§ **EXERCISE GOAL**: Nothing in the records may be dropped. Retype them all exactly.

§ **GIVEN DATA**:
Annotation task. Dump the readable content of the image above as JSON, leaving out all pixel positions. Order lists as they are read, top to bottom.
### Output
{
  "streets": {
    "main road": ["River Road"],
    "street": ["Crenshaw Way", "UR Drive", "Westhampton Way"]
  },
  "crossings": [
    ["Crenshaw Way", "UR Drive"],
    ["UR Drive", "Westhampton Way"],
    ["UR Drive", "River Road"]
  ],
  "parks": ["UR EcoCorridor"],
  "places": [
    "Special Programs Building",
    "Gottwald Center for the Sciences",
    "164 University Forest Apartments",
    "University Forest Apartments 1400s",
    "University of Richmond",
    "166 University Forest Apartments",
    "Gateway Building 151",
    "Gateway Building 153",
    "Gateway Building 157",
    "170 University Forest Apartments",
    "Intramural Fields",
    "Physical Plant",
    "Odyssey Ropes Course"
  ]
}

§ **ANSWER**:
Annotation task. Dump the readable content of the image above as JSON, leaving out all pixel positions. Order lists as they are read, top to bottom.
### Output
{
  "streets": {
    "main road": ["River Road"],
    "street": ["Crenshaw Way", "UR Drive", "Westhampton Way"]
  },
  "crossings": [
    ["Crenshaw Way", "UR Drive"],
    ["UR Drive", "Westhampton Way"],
    ["UR Drive", "River Road"]
  ],
  "parks": ["UR EcoCorridor"],
  "places": [
    "Special Programs Building",
    "Gottwald Center for the Sciences",
    "164 University Forest Apartments",
    "University Forest Apartments 1400s",
    "University of Richmond",
    "166 University Forest Apartments",
    "Gateway Building 151",
    "Gateway Building 153",
    "Gateway Building 157",
    "170 University Forest Apartments",
    "Intramural Fields",
    "Physical Plant",
    "Odyssey Ropes Course"
  ]
}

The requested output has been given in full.